Prof. Salter giving a student feedback on a man-life figure that the student created for the stop motion animation graduate course.

By expanding its course offerings, The Bass School’s Animation and Games program continues to grow as a more comprehensive pathway.

By Javier Giribet-Vargas

Students at the UTD Bass School are lining up to learn stop motion animation, one of the most mesmerizing and complex animation storytelling techniques and a recent addition to the Animation and Games program’s curriculum.  

A veteran of the 3D animation industry, Monika Salter has taught courses on character effects, surfacing and shading, and production management at UTD since 2017. Four years ago, she decided to take on a new challenge, diversify her skill set, and introduce stop motion to the program’s course offerings.  

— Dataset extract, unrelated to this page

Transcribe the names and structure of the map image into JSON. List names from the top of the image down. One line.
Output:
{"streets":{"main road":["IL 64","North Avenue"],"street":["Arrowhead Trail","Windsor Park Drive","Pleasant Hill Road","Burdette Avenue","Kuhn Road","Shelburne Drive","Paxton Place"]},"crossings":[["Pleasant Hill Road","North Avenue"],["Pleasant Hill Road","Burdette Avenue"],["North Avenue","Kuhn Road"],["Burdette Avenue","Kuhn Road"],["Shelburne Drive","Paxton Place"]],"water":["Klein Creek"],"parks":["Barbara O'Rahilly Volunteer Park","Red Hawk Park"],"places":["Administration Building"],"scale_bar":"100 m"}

Prof. Salter giving a student feedback on a chihuahua dog figure that she created for the stop motion animation graduate course.

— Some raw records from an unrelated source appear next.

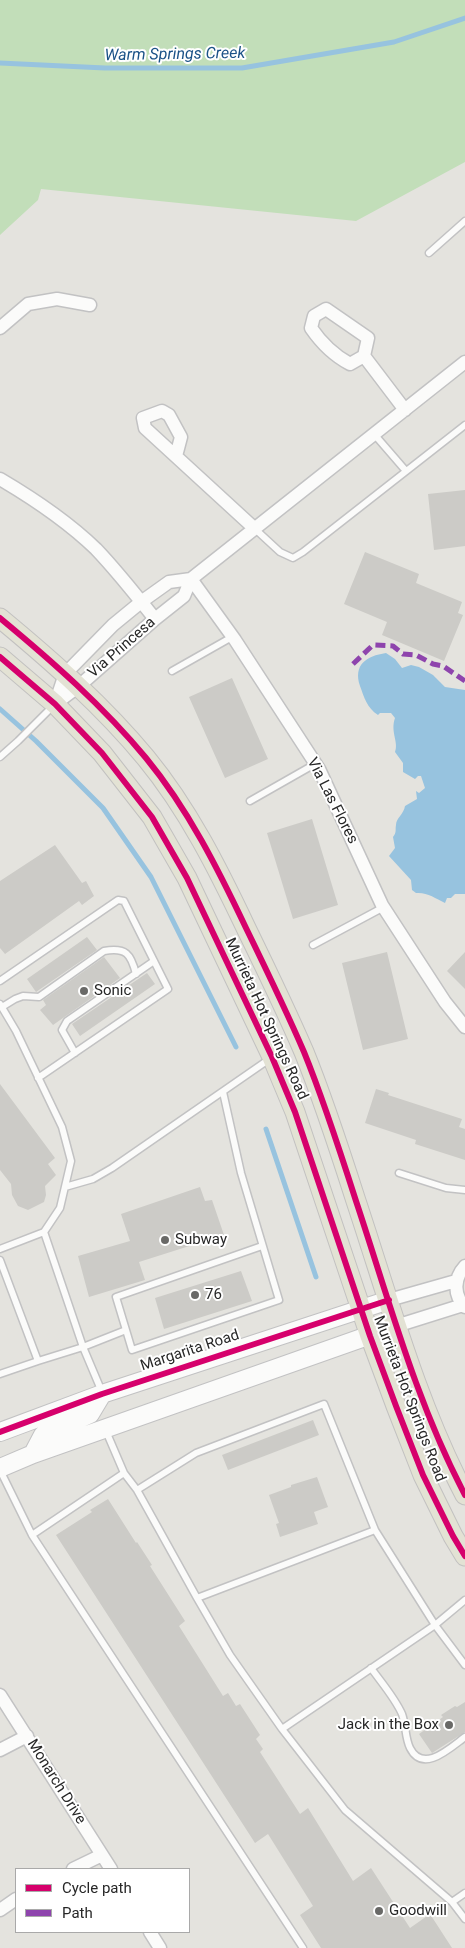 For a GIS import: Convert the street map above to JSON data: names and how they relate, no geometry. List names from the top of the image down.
{
  "streets": {
    "main road": ["Murrieta Hot Springs Road", "Margarita Road"],
    "street": ["Via Princesa", "Via Las Flores", "Monarch Drive"]
  },
  "crossings": [
    ["Via Princesa", "Via Las Flores"],
    ["Via Princesa", "Murrieta Hot Springs Road"],
    ["Murrieta Hot Springs Road", "Margarita Road"]
  ],
  "water": ["Warm Springs Creek"],
  "places": [
    "Sonic",
    "Subway",
    "76",
    "Jack in the Box",
    "Goodwill"
  ],
  "legend": ["Cycle path", "Path"]
}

 “My motivation was getting the students off the computer and reminding them that they can also build and animate in the real world, away from the computer graphic system,” said Salter, associate professor of instruction. “You can make whatever is in your head with some string and some fabric and some wire and then make a really cool animation out of it.”  

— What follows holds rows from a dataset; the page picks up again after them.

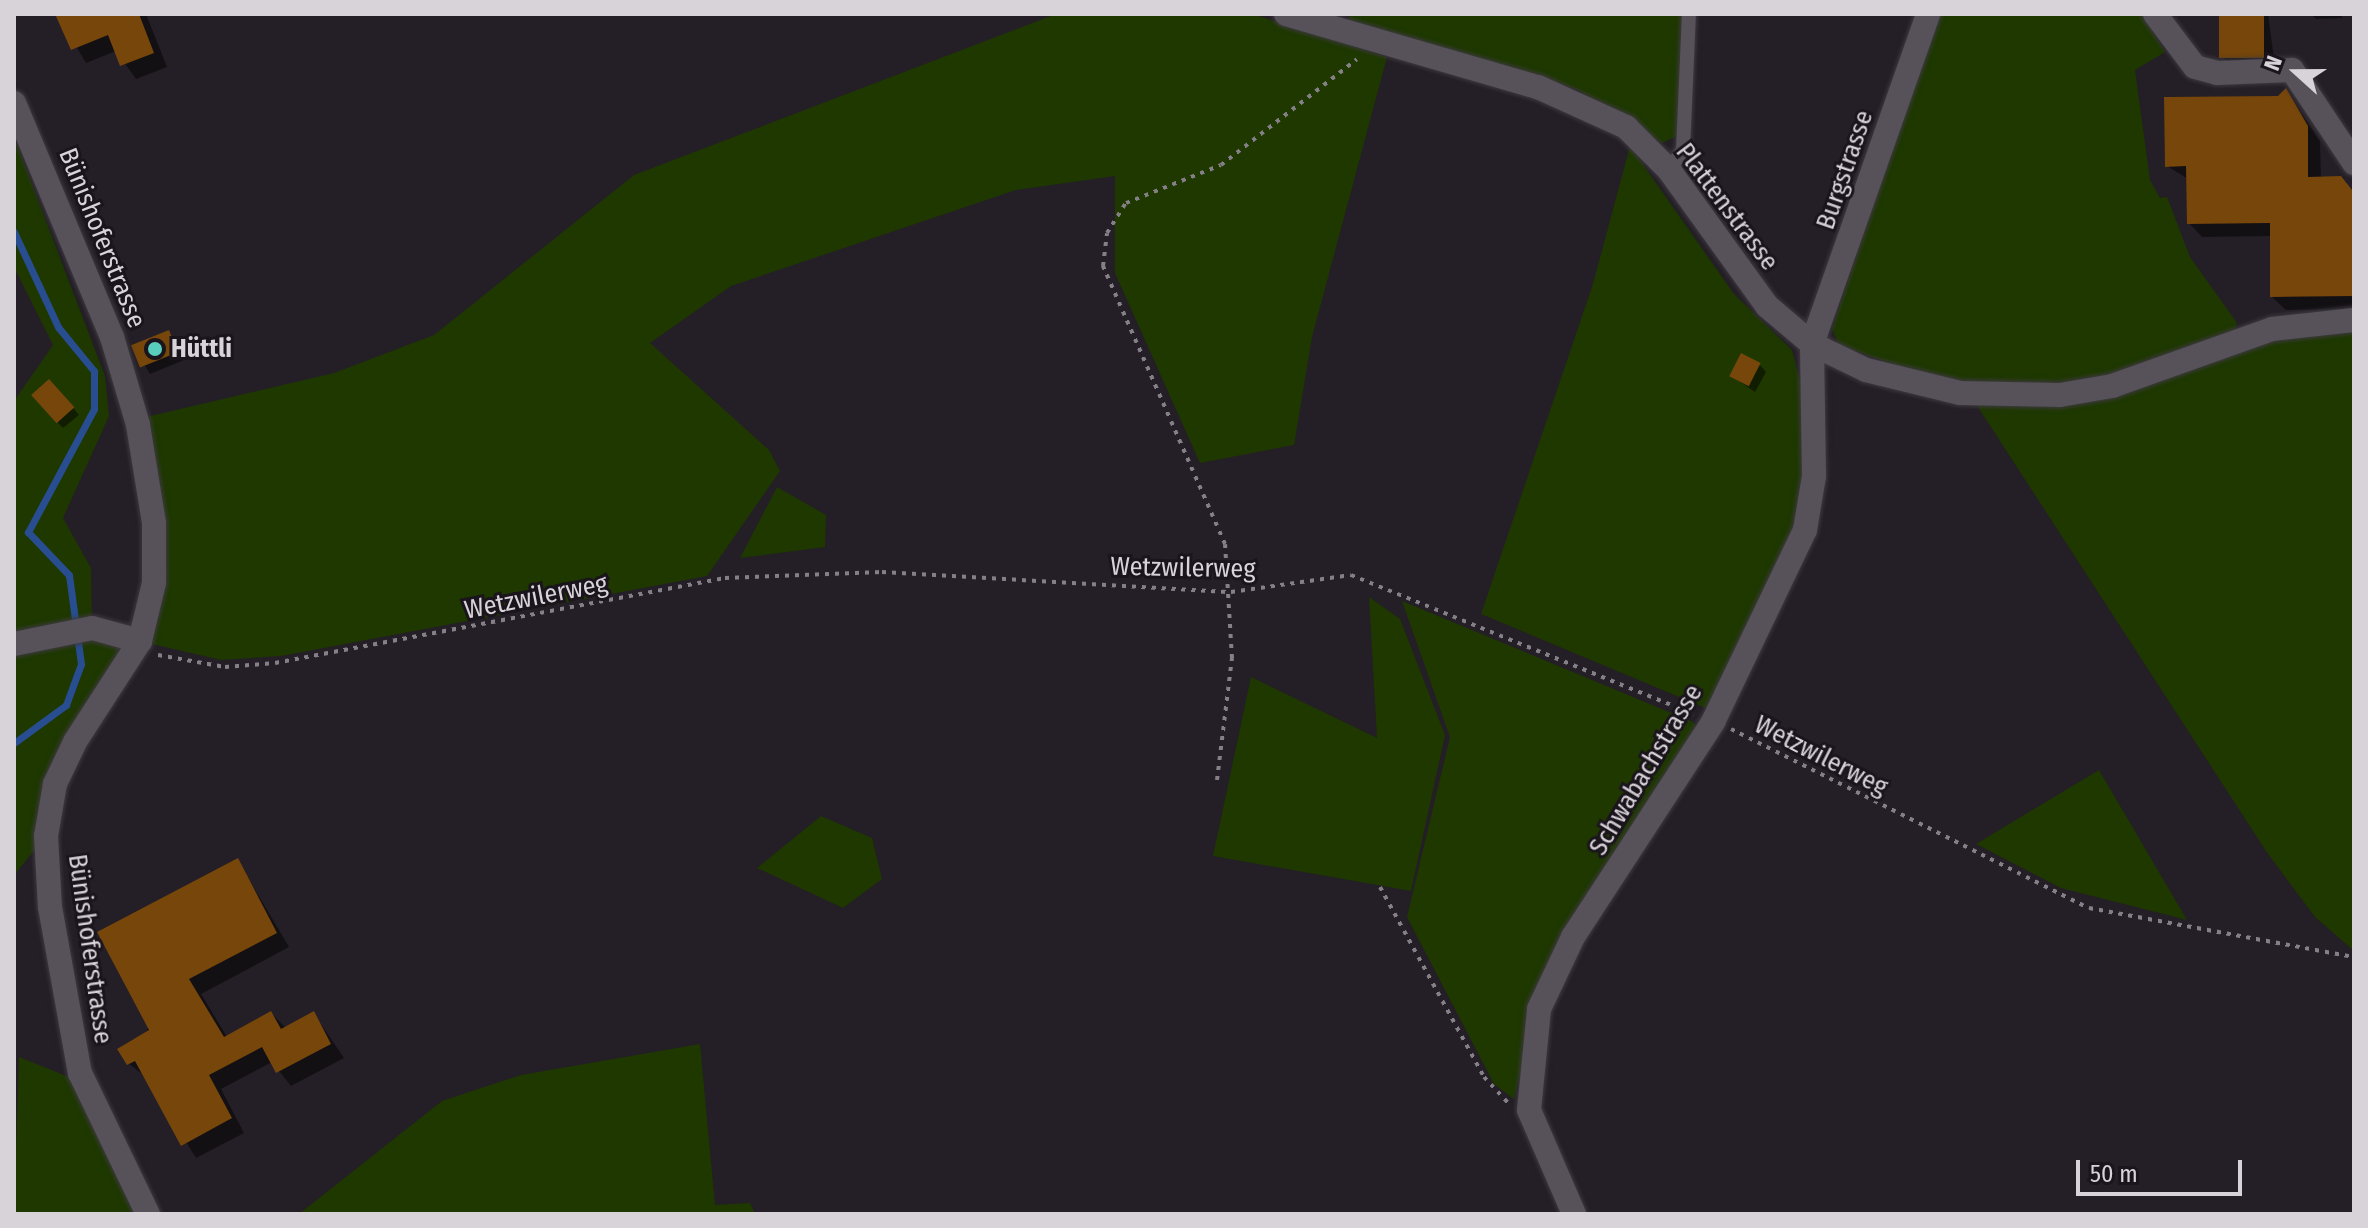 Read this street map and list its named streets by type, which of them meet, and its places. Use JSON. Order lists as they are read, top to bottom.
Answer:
{
  "streets": {
    "street": [
      "Burgstrasse",
      "Plattenstrasse",
      "Bünishoferstrasse",
      "Schwabachstrasse"
    ],
    "path": ["Wetzwilerweg"]
  },
  "crossings": [
    ["Burgstrasse", "Plattenstrasse"],
    ["Burgstrasse", "Schwabachstrasse"],
    ["Plattenstrasse", "Schwabachstrasse"],
    ["Bünishoferstrasse", "Wetzwilerweg"],
    ["Wetzwilerweg", "Schwabachstrasse"]
  ],
  "places": ["Hüttli"],
  "scale_bar": "50 m",
  "north": "left"
}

In stop motion animation, the filmmaker photographs still objects and then physically manipulates them between frames. When these frames are played in sequence, it creates the illusion that the objects are moving on their own.  

The graduate course, taught for the first time this semester, builds on the success and high demand of the undergraduate course Stop Motion Animation (ANGM 3320), which Salter piloted last year.   

In Summer 2022 Salter and Assistant Professor Dr. Christine Veras collaborated to strengthen their expertise in stop motion. They joined Aardman Academy, a part of the famous Aardman Animation Studio in Bristol, England, that offers development programs for animation professionals, and took their first 12-week stop motion 1 course taught online by Aardman’s very own stop motion industry professionals.  

Salter continued taking courses with Aardman Academy the following year and eventually piloted UTD’s first full stop motion course in fall 2023.  

 “The classes all filled up quick,” she said. “The two undergraduate classes and the graduate class. There’s an interest and a demand among our students for a different type of animation option.”  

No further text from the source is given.